“Didasari oleh kecintaan hamba tentang perilaku sebagai istri,
Supaya tidak terpisah bertemu asmara itu yang hamba harapkan,
Apabila diperbolehkan seperti itu dan mendapat ijin dari pendeta,
Ijinkanlah supaya bertemu pada suami hamba disaat penjelmaan nanti….”
Terdengar suara lantunan bait-bait syair kidung terbawa angin laut di sore hari itu. Suara itu kadang terdengar sangat dekat, kadang menjauh dari salah satu pinggiran pantai utara pulau jawa di daerah Lasem.
Beberapa orang yang kebetulan ada di pinggiran pantai, yang kebanyakan nelayan, saling berpandang-pandangan ketika mendengar suara itu. Mereka sering kali mendengar syair-syair kidung yang dibawakan oleh suara itu. Suara seorang perempuan. Mereka sangat akrab dengan suara itu. Bahkan mereka tahu siapa pemilik suara itu.
Suara itu tidak mungkin keluar dari suara seorang perempuan biasa. Karena suara itu dapat mengatasi bisingnya deburan ombak dan angin laut. Suara dari seorang yang memiliki tenaga dalam yang tinggi.
Dan jika yang mendengar kidung itu tahu akan sastra, tentu akan kaget. Kidung itu berasal dari Kitab Smaradhana. Sebuah kitab sastra kuno yang ditulis oleh Mpu Dharmaja. Salah satu ahli sastra yang tersohor di tanah Jawa.
Suara pelantun syair-syair kidung itu adalah seorang perempuan setengah baya yang berusia lima puluh tahunan. Dia adalah penduduk Lasem juga. Orang sekitar biasa memanggil dengan sebutan Nyi Larasati. Seorang perempuan kaya yang memiliki banyak perahu. Ada beberapa nelayan yang menyewa perahu dari Nyi Larasati.
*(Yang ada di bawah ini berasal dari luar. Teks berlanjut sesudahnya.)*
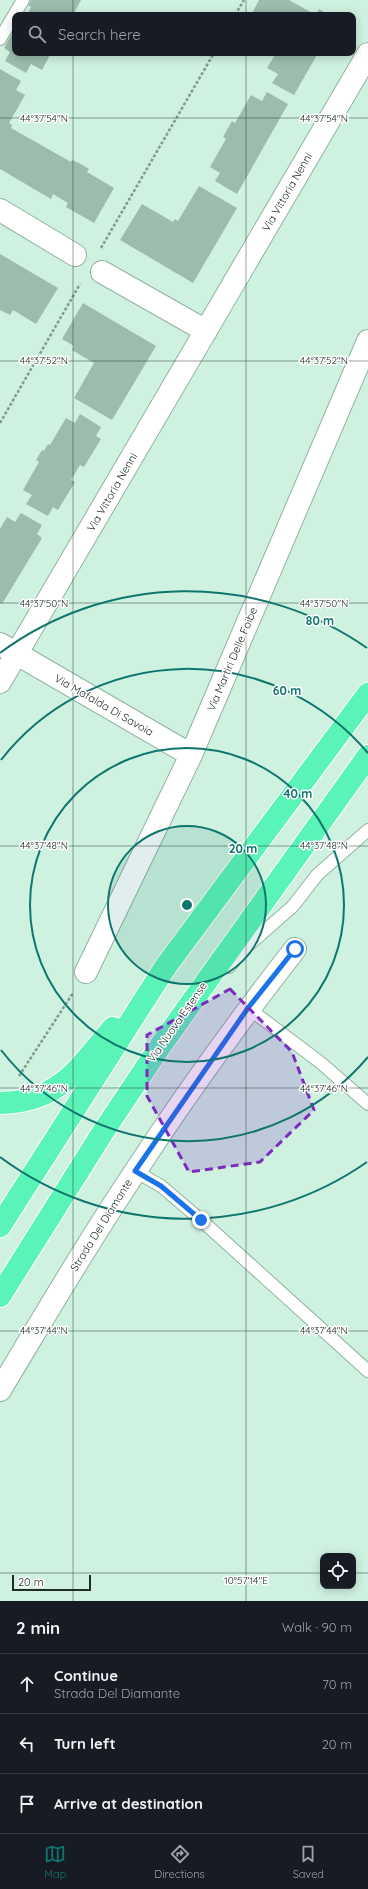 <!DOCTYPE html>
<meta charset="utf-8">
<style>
body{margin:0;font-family:Quicksand,sans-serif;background:#242831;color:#f1f3f6}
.controls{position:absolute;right:12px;bottom:12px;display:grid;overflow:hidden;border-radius:8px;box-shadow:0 2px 10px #0003}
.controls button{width:36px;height:36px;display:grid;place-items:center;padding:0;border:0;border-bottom:1px solid #363941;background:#171b24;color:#f1f3f6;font:20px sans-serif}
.scale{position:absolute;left:12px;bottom:10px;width:79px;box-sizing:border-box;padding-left:4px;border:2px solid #202d26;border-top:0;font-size:11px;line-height:14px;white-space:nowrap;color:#202d26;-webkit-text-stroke:3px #fff;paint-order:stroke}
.stop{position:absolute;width:12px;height:12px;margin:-9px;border:3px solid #1a73e8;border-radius:50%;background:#fff}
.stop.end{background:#1a73e8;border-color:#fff;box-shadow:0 1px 4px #0008}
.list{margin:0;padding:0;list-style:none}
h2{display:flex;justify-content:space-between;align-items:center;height:52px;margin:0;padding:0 16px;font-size:17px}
h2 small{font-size:13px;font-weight:400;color:#9ea1a6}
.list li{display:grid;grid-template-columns:26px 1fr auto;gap:12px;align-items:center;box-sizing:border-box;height:60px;padding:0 16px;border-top:1px solid #363941}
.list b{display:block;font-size:15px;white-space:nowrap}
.list p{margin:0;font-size:13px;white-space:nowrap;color:#9ea1a6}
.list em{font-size:13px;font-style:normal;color:#9ea1a6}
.icon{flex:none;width:22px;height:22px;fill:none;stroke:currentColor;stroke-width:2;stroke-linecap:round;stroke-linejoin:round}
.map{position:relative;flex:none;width:368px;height:1601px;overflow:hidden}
.search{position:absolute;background:#171b24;box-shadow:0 2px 10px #0003;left:12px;right:12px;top:12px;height:44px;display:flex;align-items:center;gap:10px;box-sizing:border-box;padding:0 14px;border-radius:8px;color:#9ea1a6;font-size:15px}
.sheet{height:232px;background:#171b24}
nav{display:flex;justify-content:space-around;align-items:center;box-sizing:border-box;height:56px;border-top:1px solid #363941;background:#171b24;font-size:11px;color:#9ea1a6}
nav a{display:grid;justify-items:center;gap:2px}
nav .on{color:#0f766e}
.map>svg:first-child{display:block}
.building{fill:#9cbcac}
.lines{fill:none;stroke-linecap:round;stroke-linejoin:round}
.lane-casing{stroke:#92b2a1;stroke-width:14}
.street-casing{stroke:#92b2a1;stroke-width:24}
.highway-casing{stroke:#fff;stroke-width:24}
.path{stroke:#829b8e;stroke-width:2.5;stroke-dasharray:3 2;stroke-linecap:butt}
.lane{stroke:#fff;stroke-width:12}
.street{stroke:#fff;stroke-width:22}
.highway{stroke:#5af4b6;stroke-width:22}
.route{stroke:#1a73e8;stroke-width:5}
.marked{fill:#7b2cbf;fill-opacity:0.2;stroke:#7b2cbf;stroke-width:3;stroke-dasharray:8 5;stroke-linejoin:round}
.ticks{fill:none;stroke:#202d26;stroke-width:1;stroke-opacity:0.45}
.ring{fill:none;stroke:#0f766e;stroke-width:2}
.labels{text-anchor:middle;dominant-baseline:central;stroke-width:3;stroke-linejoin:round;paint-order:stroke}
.street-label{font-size:11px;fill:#202d26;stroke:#fff}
.ticks-label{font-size:10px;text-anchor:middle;fill:#202d26;stroke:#fff;stroke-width:3;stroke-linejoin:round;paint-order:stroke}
.centre{fill:#0f766e;stroke:#fff;stroke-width:2}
.ring-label{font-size:12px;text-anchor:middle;font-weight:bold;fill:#0f766e;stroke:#fff;stroke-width:3;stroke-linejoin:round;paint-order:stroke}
</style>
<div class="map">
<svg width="368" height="1601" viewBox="0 0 368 1601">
<rect width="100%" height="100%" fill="#cff1e0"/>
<path class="building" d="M31,0h50l-8,15h-46l4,-8 -3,-2z
M259,0h30l27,15h-65z
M319,9l10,6h-13z
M15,28v25h36l-9,17 -11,-6 -5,9 -21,-12 5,-9 -6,-4z
M276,53h42l-24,42 -22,-12 6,-9 -11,-6z
M0,69l21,12 -5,9 9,5 -16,28 3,2 -1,3 60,34 1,-2 7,3 10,6 -2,3 27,16 -20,35 -28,-16 2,-4 -15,-9 -2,5 -51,-30z
M267,92l21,12 -51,90 -22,-13 5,-8 -10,-6 16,-28 -3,-2 9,-16 3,2 16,-28 11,6z
M199,186l38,22 -44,75 -73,-43 22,-36 31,18 2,-3 3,2z
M0,254l58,34 -22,36 -23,-14 -3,5 -10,-5z
M83,303l73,43 -44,74 -38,-22 20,-35 -22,-13 2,-4 -12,-7z
M80,414l21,13 -5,9 5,3 -17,28 -4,-2 -9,15 4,2 -17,28 -5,-3 -5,9 -22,-12 6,-9 -9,-5 16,-28 -3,-2 6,-10 2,1 4,-7 2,1 16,-27 9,5z
M21,513l21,12 -5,9 5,4 -40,66 -2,-1v-74l7,-12 8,5z"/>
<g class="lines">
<g class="lane-casing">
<path id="lane" d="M0,39l23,-39
M229,967l15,-18 49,-43 24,-31 51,-45
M248,1008l73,55 47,41
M135,1171l26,15 40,34 167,151"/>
</g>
<g class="street-casing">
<path id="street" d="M0,210l75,45
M102,272l104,59
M0,644l191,111
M0,682l368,-628
M86,972l105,-217 177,-414
M0,1390c44,-73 87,-147 135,-218 50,-77 104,-151 160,-223"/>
</g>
<g class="highway-casing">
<path id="highway" d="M0,1103c59,-1 78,-34 113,-75
M0,1226l166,-260 202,-272
M0,1296l103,-164 58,-87 207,-289"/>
</g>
<path class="path" d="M235,15l9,-15
M101,248l113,-195
M0,423l80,-139
M19,1076l54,-83"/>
<use href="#lane" class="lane"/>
<use href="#street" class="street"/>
<use href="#highway" class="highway"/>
</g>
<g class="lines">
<path class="route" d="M201,1220l-40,-34 -26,-15 113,-163 47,-59"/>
</g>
<path class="marked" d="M230,989l62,63 22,58 -54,52 -71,10 -42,-76v-61z"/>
<path class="ticks" d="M73,0v15M246,0v15M73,53v1548M246,53v1548M0,118h368M0,361h368M0,603h368M0,846h368M0,1088h368M0,1331h368M0,1573h323M353,1573h15"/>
<circle cx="187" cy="905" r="79" fill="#0f766e" fill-opacity=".12"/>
<g class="ring">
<circle cx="187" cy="905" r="79"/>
<circle cx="187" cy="905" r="157"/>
<path d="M368 1057A236 236 0 0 1 1 1050M1 760A236 236 0 0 1 368 753"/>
<path d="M367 1162A314 314 0 0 1 0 1157M0 653A314 314 0 0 1 367 648"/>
</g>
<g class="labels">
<g class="street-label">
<text transform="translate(287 192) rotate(-60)">Via Vittoria Nenni</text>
<text transform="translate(112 492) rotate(-60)">Via Vittoria Nenni</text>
<text transform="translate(232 659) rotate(-67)">Via Martiri Delle Foibe</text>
<text transform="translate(104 705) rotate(30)">Via Mafalda Di Savoia</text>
<text transform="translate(177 1022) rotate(-55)">Via Nuova Estense</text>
<text transform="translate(101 1225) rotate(-58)">Strada Del Diamante</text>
</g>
</g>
<g class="ticks-label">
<text x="44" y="122">44°37'54"N</text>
<text x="324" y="122">44°37'54"N</text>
<text x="44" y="364">44°37'52"N</text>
<text x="324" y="364">44°37'52"N</text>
<text x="44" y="607">44°37'50"N</text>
<text x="324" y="607">44°37'50"N</text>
<text x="44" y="849">44°37'48"N</text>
<text x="324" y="849">44°37'48"N</text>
<text x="44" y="1092">44°37'46"N</text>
<text x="324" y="1092">44°37'46"N</text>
<text x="44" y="1334">44°37'44"N</text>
<text x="324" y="1334">44°37'44"N</text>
<text x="246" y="1584">10°57'14"E</text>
</g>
<circle cx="187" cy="905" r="6" class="centre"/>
<g class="ring-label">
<text x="320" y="625">80 m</text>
<text x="287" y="695">60 m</text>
<text x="298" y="798">40 m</text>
<text x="243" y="853">20 m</text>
</g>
</svg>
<div class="controls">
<button><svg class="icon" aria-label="locate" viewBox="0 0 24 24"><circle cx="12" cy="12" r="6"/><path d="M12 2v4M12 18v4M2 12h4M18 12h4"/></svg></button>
</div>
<div class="scale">20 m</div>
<div class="stop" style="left:295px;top:949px"></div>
<div class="stop end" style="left:201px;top:1220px"></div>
<div class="search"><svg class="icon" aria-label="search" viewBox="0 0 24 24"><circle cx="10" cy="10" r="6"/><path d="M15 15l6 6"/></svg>Search here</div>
</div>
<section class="sheet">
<h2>2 min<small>Walk · 90 m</small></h2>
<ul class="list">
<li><svg class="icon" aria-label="ahead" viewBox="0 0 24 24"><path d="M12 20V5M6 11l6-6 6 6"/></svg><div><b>Continue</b><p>Strada Del Diamante</p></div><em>70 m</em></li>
<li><svg class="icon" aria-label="left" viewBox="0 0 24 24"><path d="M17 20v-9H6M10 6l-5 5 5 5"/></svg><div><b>Turn left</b></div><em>20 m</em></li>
<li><svg class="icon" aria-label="arrive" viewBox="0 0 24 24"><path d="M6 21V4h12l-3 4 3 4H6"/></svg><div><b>Arrive at destination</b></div></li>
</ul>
</section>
<nav>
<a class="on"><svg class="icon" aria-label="map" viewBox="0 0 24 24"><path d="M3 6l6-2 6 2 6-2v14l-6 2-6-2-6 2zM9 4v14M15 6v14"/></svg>Map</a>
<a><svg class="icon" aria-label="directions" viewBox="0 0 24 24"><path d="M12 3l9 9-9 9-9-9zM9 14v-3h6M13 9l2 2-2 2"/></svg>Directions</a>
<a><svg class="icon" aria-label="saved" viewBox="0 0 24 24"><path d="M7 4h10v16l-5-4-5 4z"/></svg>Saved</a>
</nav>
Nyi Larasati tinggal dengan seorang anak perempuannya yang bernama Lindri. Mereka ditemani oleh keempat orang pembantunya yang juga perempuan semua.
Lindri berusia enam belas tahun sekarang. Suami Nyi Larasati sudah lama tewas dalam pertempuran ketika Singosari berperang melawan Kediri. Suami Nyi Larasati yang bernama Linggar adalah seorang perwira tinggi Kerajaan Singosari. Usia Lindri ketika Linggar meninggal sekitar dua tahunan.
Linggar adalah adik kandung dari Ki Badra si Harimau Besi.
Nyi Larasati seorang perempuan yang cantik. Kulitnya putih. Rambutnya hitam panjang terurai. Kebaya hitamnya mempertontonkan lekuk tubuh yang membuat mata para lelaki tidak berkedip. Tetapi mereka hanya bisa mencuri pandang. Karena tidak ada yang berani menatap langsung tubuh indah Nyi Larasati. Ada sesuatu pada diri Nyi Larasati yang membuat mereka tidak berani berbuat senonoh. Walaupun itu hanya memandang.
Dia biasa berjalan-jalan di sekitar pantai utara Lasem setiap sore tiba. Menikmati matahari tenggelam di ufuk Barat. Kipas kayu tidak ketinggalan di tangannya. Kipas itu terlihat seperti kipas biasa bagi para penduduk di sekitar situ. Tidak ada yang istimewa. Tetapi mereka keliru.
Bagi para penjahat di dunia persilatan yang sudah pernah bertemu dengan Nyi Larasati, mereka akan bergidik melihat kipas itu. Kipas itu bukan hanya sebagai kipas untuk menyegarkan tubuh di cuaca panas. Lebih dari itu.
Kipas itu adalah senjata yang sangat ampuh dan mematikan. Sudah banyak para penjahat yang biasa melakukan operasi di daerah Lasem merasakan kehebatannya. Di kalangan penjahat di dunia persilatan, Nyi Larasati dijuluki Dewi Kipas Maut. Dan dia adalah salah satu dari Empat Datuk Persilatan.
Sore itu , seperti sore-sore sebelumnya dia berjalan-jalan seorang diri di pantai. Sambil mendendangkan beberapa syair kidung seperti biasanya.